The Differences Between Endpoint Protection (EPP) and Endpoint Detection & Response (EDR)
Endpoint Detection & Response products are capturing a lot of mindshare in cybersecurity. But how do they differ from the more standard Endpoint Protection products? We’ll look at key features of each type of solution below.
1 Executive Summary
Endpoint Protection (EPP) products are still sometimes called Anti-Virus (AV) or NextGen Anti-virus (NGAV). EPP be definition does look for malware and attempts to prevent it from compromising computing assets (mobile as well as laptops and desktops). EPP solutions often roll in other important security features such as application whitelisting, URL filtering, and device-level firewalls. Given the prevalence of malware, just about every device, whether for corporate or personal use, needs EPP today.
The names of these security tools can be confusing because both EPP and EDR are in the business of “detecting” malware. EPP aims to detect malware prior to or during execution to prevent compromise and or damage.
Endpoint Detection & Response (EDR) solutions look for evidence and effects of malware that may have slipped past EPP products. EDR solutions log activities centrally, allow administrators to examine endpoints remotely, and generate reports often complete with attribution theories and confidence levels.

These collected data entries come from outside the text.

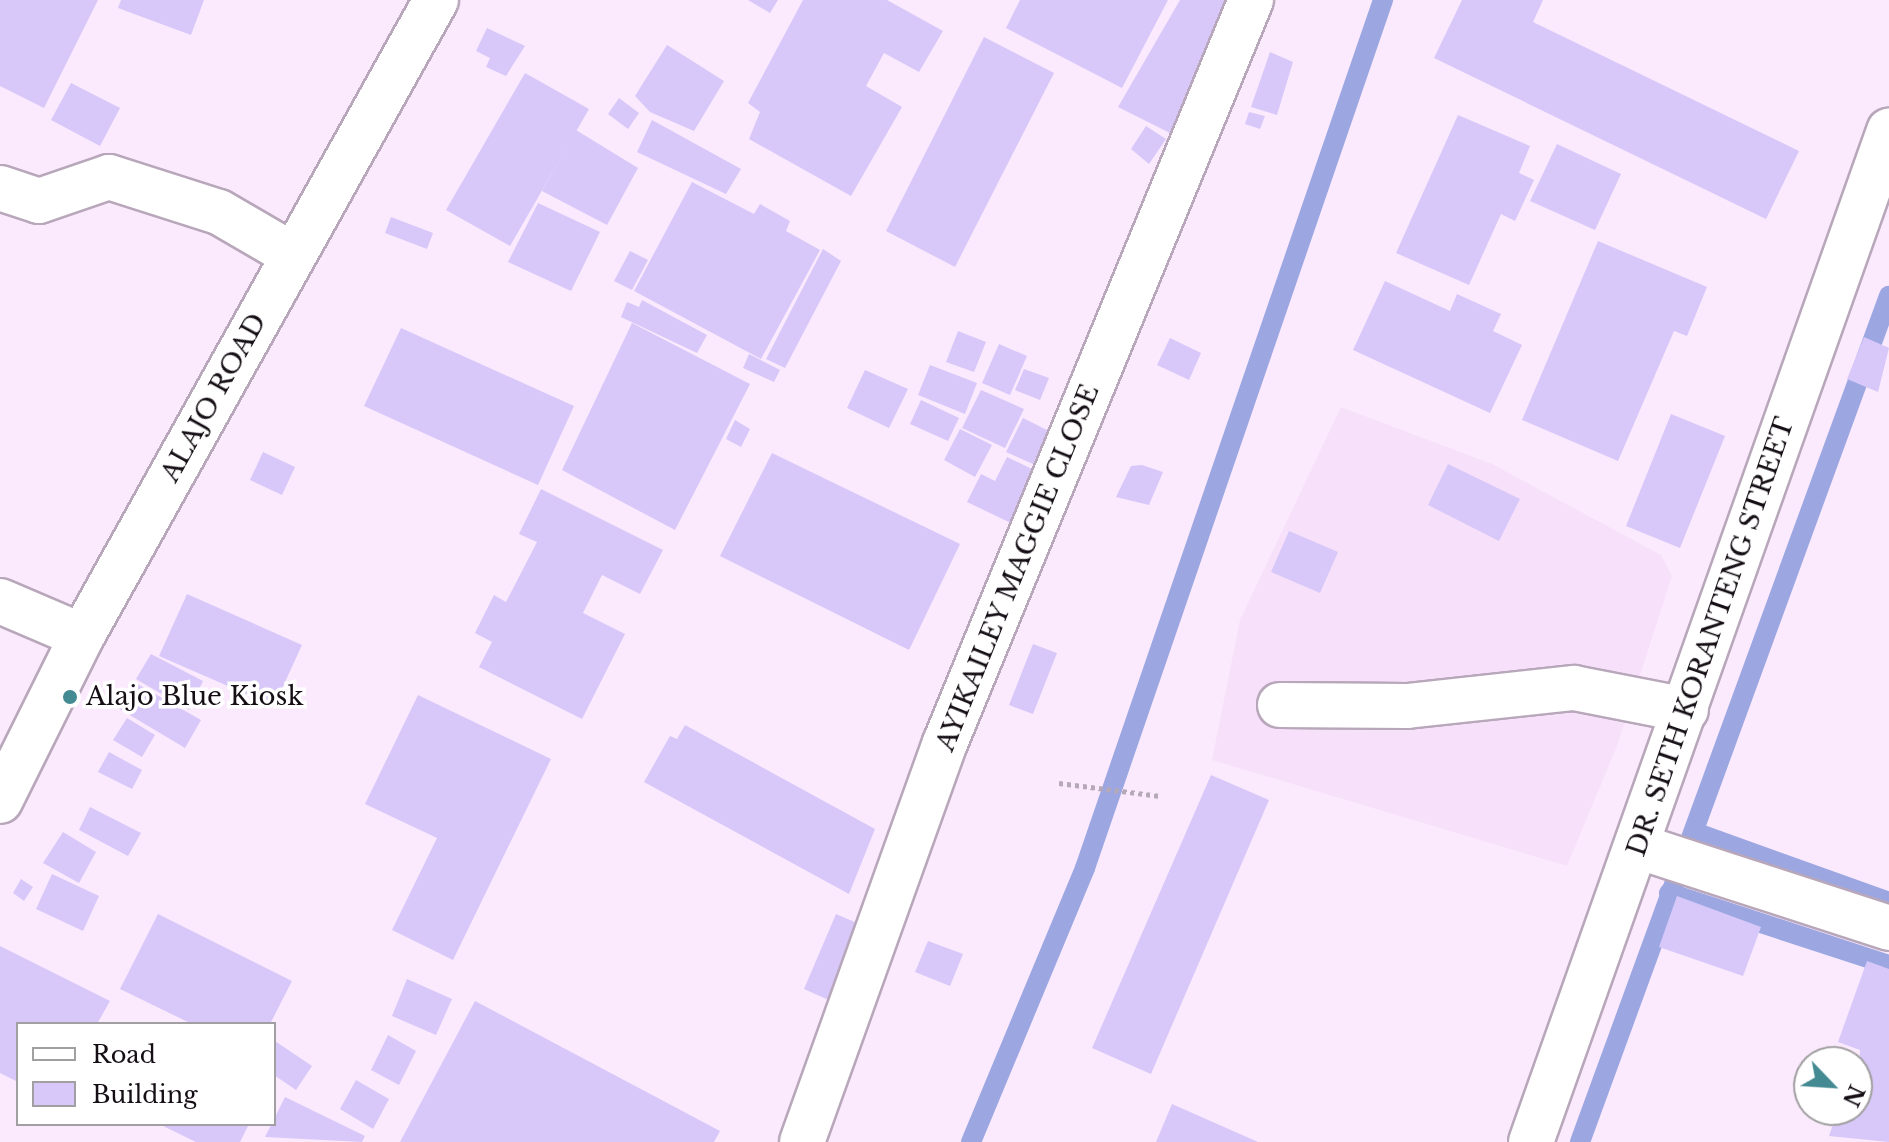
<!DOCTYPE html>
<style>
body{margin:0}
#map{position:relative;width:1889px;height:1142px;overflow:hidden;background:#fbeafd;font-family:"Libre Baskerville",serif}
div>[style]{position:absolute}
[style*='--x']{left:calc(var(--x)*1px);top:calc(var(--y)*1px);width:calc(var(--w)*1px);rotate:calc(var(--a)*1deg)}
.built>*{inset:0;background:#f7e0fa}
.stream>*{height:20px;margin:-10px;padding:0 10px;transform-origin:10px;border-radius:10px;background:#9ca7e2}
.building>*{inset:0;background:#d7c8f9}
.path>*{height:5px;margin-top:-2.5px;transform-origin:0;background:repeating-linear-gradient(90deg,#b5a8b7 0 4px,transparent 0 8px)}
.roads{filter:drop-shadow(2px 0 #b8a7ba) drop-shadow(-2px 0 #b8a7ba) drop-shadow(0 2px #b8a7ba) drop-shadow(0 -2px #b8a7ba)}
.minor>*{height:44px;margin:-22px;padding:0 22px;transform-origin:22px;border-radius:22px;background:#fff}
.dots>*{width:22px;height:22px;translate:-50% -50%;box-sizing:border-box;border:4px solid #fff;border-radius:50%}
span{translate:-50% -50%;white-space:nowrap;text-align:center;line-height:1.15;-webkit-text-stroke:7px #fff;paint-order:stroke}
.street-label{font-size:26px;color:#150f15}
.poi-label{font-size:26px;color:#150f15}
.left{translate:0 -50%;text-align:left}
.legend{position:absolute;left:16px;top:1022px;width:260px;height:104px;box-sizing:border-box;background:#fff;border:2px solid #a19fa1;margin:0;padding:10px 14px;list-style:none;font-size:24px;color:#150f15}
.legend li{display:flex;align-items:center;gap:16px;height:40px}
.legend b{width:40px;border:2px solid #a19fa1}
.north{position:absolute;left:1793px;top:1046px;width:80px;height:80px;box-sizing:border-box;background:#fff;border:2px solid #a19fa1;border-radius:50%;rotate:115deg;font-size:22px;font-weight:700;line-height:32px;text-align:center;color:#150f15}
.north::after{content:'';display:block;margin:auto;width:28px;height:36px;background:#438a92;clip-path:polygon(50% 0,100% 100%,50% 72%,0 100%)}
</style>
<div id="map">
<div class="built">
<i style="clip-path:polygon(1341px 407px,1492px 464px,1661px 555px,1672px 576px,1617px 746px,1567px 866px,1212px 760px,1240px 620px)"></i>
</div>
<div class="stream">
<i style="--x:1694;--y:832;--w:207;--a:19.7"></i>
<i style="--x:1669;--y:893;--w:231;--a:18.1"></i>
<i style="--x:971;--y:1142;--w:297;--a:-67.4"></i>
<i style="--x:1085;--y:868;--w:918;--a:-71.05"></i>
<i style="--x:1580;--y:1142;--w:901;--a:-69.94"></i>
</div>
<div class="building">
<i style="clip-path:polygon(0 0,98px 0,44px 108px,0 86px)"></i>
<i style="clip-path:polygon(121px 0,204px 0,191px 35px,118px 8px)"></i>
<i style="clip-path:polygon(748px 0,778px 0,770px 13px)"></i>
<i style="clip-path:polygon(803px 0,887px 0,943px 31px,919px 72px,884px 53px,866px 86px,902px 107px,851px 196px,749px 139px,760px 112px,748px 103px)"></i>
<i style="clip-path:polygon(1020px 0,1168px 0,1122px 88px,1006px 28px)"></i>
<i style="clip-path:polygon(1180px 0,1239px 0,1172px 134px,1118px 107px)"></i>
<i style="clip-path:polygon(1462px 0,1543px 0,1533px 22px,1799px 151px,1766px 219px,1434px 58px)"></i>
<i style="clip-path:polygon(487px 28px,525px 46px,506px 76px,486px 67px,490px 58px,476px 51px)"></i>
<i style="clip-path:polygon(984px 37px,1054px 73px,955px 267px,886px 231px)"></i>
<i style="clip-path:polygon(667px 45px,724px 81px,694px 131px,650px 112px,635px 96px)"></i>
<i style="clip-path:polygon(1270px 52px,1293px 62px,1277px 115px,1251px 107px)"></i>
<i style="clip-path:polygon(525px 73px,589px 109px,510px 246px,446px 210px)"></i>
<i style="clip-path:polygon(71px 83px,120px 108px,100px 146px,51px 120px)"></i>
<i style="clip-path:polygon(619px 98px,639px 113px,628px 129px,608px 114px)"></i>
<i style="clip-path:polygon(1249px 112px,1265px 116px,1260px 129px,1245px 124px)"></i>
<i style="clip-path:polygon(1458px 115px,1530px 146px,1519px 173px,1534px 180px,1515px 221px,1501px 214px,1469px 285px,1396px 253px)"></i>
<i style="clip-path:polygon(652px 120px,741px 169px,726px 194px,637px 152px)"></i>
<i style="clip-path:polygon(1146px 126px,1166px 139px,1149px 164px,1131px 149px)"></i>
<i style="clip-path:polygon(576px 130px,638px 168px,607px 225px,542px 191px)"></i>
<i style="clip-path:polygon(1557px 144px,1621px 174px,1595px 230px,1530px 201px)"></i>
<i style="clip-path:polygon(692px 182px,754px 214px,760px 204px,790px 221px,786px 231px,820px 250px,761px 359px,634px 291px)"></i>
<i style="clip-path:polygon(538px 203px,600px 232px,571px 291px,508px 262px)"></i>
<i style="clip-path:polygon(391px 217px,433px 233px,427px 249px,385px 233px)"></i>
<i style="clip-path:polygon(1598px 241px,1707px 287px,1687px 336px,1674px 331px,1618px 461px,1522px 420px)"></i>
<i style="clip-path:polygon(823px 249px,841px 261px,785px 368px,766px 359px)"></i>
<i style="clip-path:polygon(630px 251px,648px 260px,632px 290px,614px 281px)"></i>
<i style="clip-path:polygon(1385px 281px,1450px 311px,1457px 294px,1501px 314px,1493px 331px,1522px 345px,1490px 413px,1353px 350px)"></i>
<i style="clip-path:polygon(642px 300px,707px 335px,697px 353px,621px 317px,627px 302px,639px 307px)"></i>
<i style="clip-path:polygon(632px 323px,750px 384px,675px 530px,562px 470px)"></i>
<i style="clip-path:polygon(401px 328px,574px 406px,538px 485px,364px 406px)"></i>
<i style="clip-path:polygon(958px 331px,986px 342px,974px 372px,946px 362px)"></i>
<i style="clip-path:polygon(1864px 337px,1889px 348px,1878px 392px,1847px 379px)"></i>
<i style="clip-path:polygon(1170px 338px,1201px 353px,1189px 380px,1157px 365px)"></i>
<i style="clip-path:polygon(999px 344px,1027px 356px,1010px 395px,982px 383px)"></i>
<i style="clip-path:polygon(749px 354px,780px 370px,774px 382px,743px 368px)"></i>
<i style="clip-path:polygon(930px 365px,977px 383px,965px 414px,918px 395px)"></i>
<i style="clip-path:polygon(1024px 369px,1049px 378px,1040px 400px,1015px 390px)"></i>
<i style="clip-path:polygon(865px 370px,908px 389px,889px 428px,847px 408px)"></i>
<i style="clip-path:polygon(981px 390px,1024px 409px,1005px 448px,962px 428px)"></i>
<i style="clip-path:polygon(921px 400px,959px 418px,948px 441px,910px 424px)"></i>
<i style="clip-path:polygon(1671px 414px,1725px 436px,1680px 548px,1626px 526px)"></i>
<i style="clip-path:polygon(1023px 418px,1049px 431px,1033px 464px,1006px 452px)"></i>
<i style="clip-path:polygon(735px 420px,750px 429px,741px 447px,726px 439px)"></i>
<i style="clip-path:polygon(960px 429px,992px 445px,975px 477px,944px 460px)"></i>
<i style="clip-path:polygon(263px 452px,295px 467px,282px 495px,250px 480px)"></i>
<i style="clip-path:polygon(772px 453px,960px 544px,909px 650px,720px 556px)"></i>
<i style="clip-path:polygon(1007px 457px,1036px 471px,1015px 525px,967px 502px,981px 474px,995px 481px)"></i>
<i style="clip-path:polygon(1448px 464px,1520px 499px,1499px 541px,1428px 505px)"></i>
<i style="clip-path:polygon(1142px 465px,1163px 472px,1149px 505px,1116px 497px,1131px 466px)"></i>
<i style="clip-path:polygon(541px 489px,663px 550px,640px 594px,602px 575px,583px 613px,625px 634px,582px 719px,479px 667px,492px 642px,475px 633px,494px 595px,506px 602px,537px 542px,519px 534px)"></i>
<i style="clip-path:polygon(1289px 531px,1338px 552px,1320px 593px,1271px 572px)"></i>
<i style="clip-path:polygon(187px 594px,302px 645px,274px 706px,159px 656px)"></i>
<i style="clip-path:polygon(1033px 644px,1057px 653px,1033px 714px,1009px 705px)"></i>
<i style="clip-path:polygon(151px 654px,203px 681px,189px 710px,136px 679px)"></i>
<i style="clip-path:polygon(134px 682px,201px 720px,185px 748px,118px 708px)"></i>
<i style="clip-path:polygon(418px 695px,551px 759px,453px 960px,392px 930px,437px 838px,365px 804px)"></i>
<i style="clip-path:polygon(127px 718px,155px 735px,142px 757px,113px 740px)"></i>
<i style="clip-path:polygon(685px 725px,875px 829px,849px 894px,644px 782px,670px 736px,677px 739px)"></i>
<i style="clip-path:polygon(109px 752px,142px 770px,132px 789px,98px 772px)"></i>
<i style="clip-path:polygon(1211px 775px,1269px 800px,1151px 1074px,1092px 1048px)"></i>
<i style="clip-path:polygon(90px 807px,141px 833px,128px 856px,79px 830px)"></i>
<i style="clip-path:polygon(63px 832px,96px 852px,79px 883px,43px 863px)"></i>
<i style="clip-path:polygon(52px 874px,99px 896px,83px 931px,36px 909px)"></i>
<i style="clip-path:polygon(21px 879px,33px 887px,24px 901px,13px 893px)"></i>
<i style="clip-path:polygon(1677px 896px,1761px 927px,1743px 976px,1659px 947px)"></i>
<i style="clip-path:polygon(158px 914px,292px 981px,270px 1024px,192px 1024px,120px 989px)"></i>
<i style="clip-path:polygon(836px 914px,873px 930px,840px 1005px,804px 989px)"></i>
<i style="clip-path:polygon(928px 941px,963px 954px,950px 986px,915px 972px)"></i>
<i style="clip-path:polygon(0 946px,110px 1001px,97px 1024px,18px 1024px,18px 1082px,0 1073px)"></i>
<i style="clip-path:polygon(1867px 961px,1889px 969px,1889px 1142px,1829px 1136px,1838px 1110px,1857px 1110px,1860px 1050px,1838px 1042px)"></i>
<i style="clip-path:polygon(407px 979px,452px 999px,436px 1035px,392px 1016px)"></i>
<i style="clip-path:polygon(475px 1001px,720px 1131px,714px 1142px,400px 1142px)"></i>
<i style="clip-path:polygon(388px 1035px,416px 1051px,399px 1085px,371px 1070px)"></i>
<i style="clip-path:polygon(275px 1041px,312px 1066px,296px 1090px,274px 1075px)"></i>
<i style="clip-path:polygon(356px 1080px,389px 1099px,373px 1129px,340px 1109px)"></i>
<i style="clip-path:polygon(285px 1097px,365px 1136px,362px 1142px,265px 1137px)"></i>
<i style="clip-path:polygon(1172px 1104px,1258px 1142px,1156px 1142px)"></i>
<i style="clip-path:polygon(159px 1124px,249px 1124px,240px 1142px,196px 1142px)"></i>
</div>
<div class="path">
<i style="--x:1059;--y:783;--w:102;--a:7.3"></i>
</div>
<div class="roads">
<div class="minor">
<i style="--x:0;--y:188;--w:41;--a:18.4"></i>
<i style="--x:39;--y:201;--w:74;--a:-18.9"></i>
<i style="--x:109;--y:177;--w:115;--a:17.7"></i>
<i style="--x:219;--y:212;--w:86;--a:30.2"></i>
<i style="--x:0;--y:601;--w:89;--a:23.1"></i>
<i style="--x:1280;--y:705;--w:127;--a:0.5"></i>
<i style="--x:1407;--y:706;--w:168;--a:-6.2"></i>
<i style="--x:1574;--y:688;--w:114;--a:11.1"></i>
<i style="--x:0;--y:801;--w:184;--a:-63.6"></i>
<i style="--x:82;--y:636;--w:728;--a:-60.9"></i>
<i style="--x:1637;--y:846;--w:265;--a:18"></i>
<i style="--x:802;--y:1142;--w:424;--a:-70.3"></i>
<i style="--x:945;--y:743;--w:804;--a:-67.62"></i>
<i style="--x:1531;--y:1142;--w:1073;--a:-70.5"></i>
</div>
</div>
<div class="dots">
<i style="left:70px;top:697px;background:#438a92"></i>
</div>
<div class="street-label">
<span style="left:214px;top:398px;rotate:-61deg">ALAJO ROAD</span>
<span style="left:1018px;top:568px;rotate:-68deg">AYIKAILEY MAGGIE CLOSE</span>
<span style="left:1711px;top:637px;rotate:-71deg">DR. SETH KORANTENG STREET</span>
</div>
<div class="poi-label">
<span class="left" style="left:86px;top:697px">Alajo Blue Kiosk</span>
</div>
<ul class="legend">
<li><b style="height:10px;background:#fff"></b>Road</li>
<li><b style="height:22px;background:#d7c8f9"></b>Building</li>
</ul>
<div class="north">N</div>
</div>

Both types of software generally require agents to be installed on end-user devices. Both also can be managed via enterprise consoles and can interoperate with other security solutions such as SIEM. Many organizations use EPP and EDR products, often by the same vendor. In these cases, both EPP and EDR functionality is usually bundled in the same package and can be enabled by licensing. Some organizations choose to outsource EDR, in which case it is referred to as Managed Detection & Response (MDR).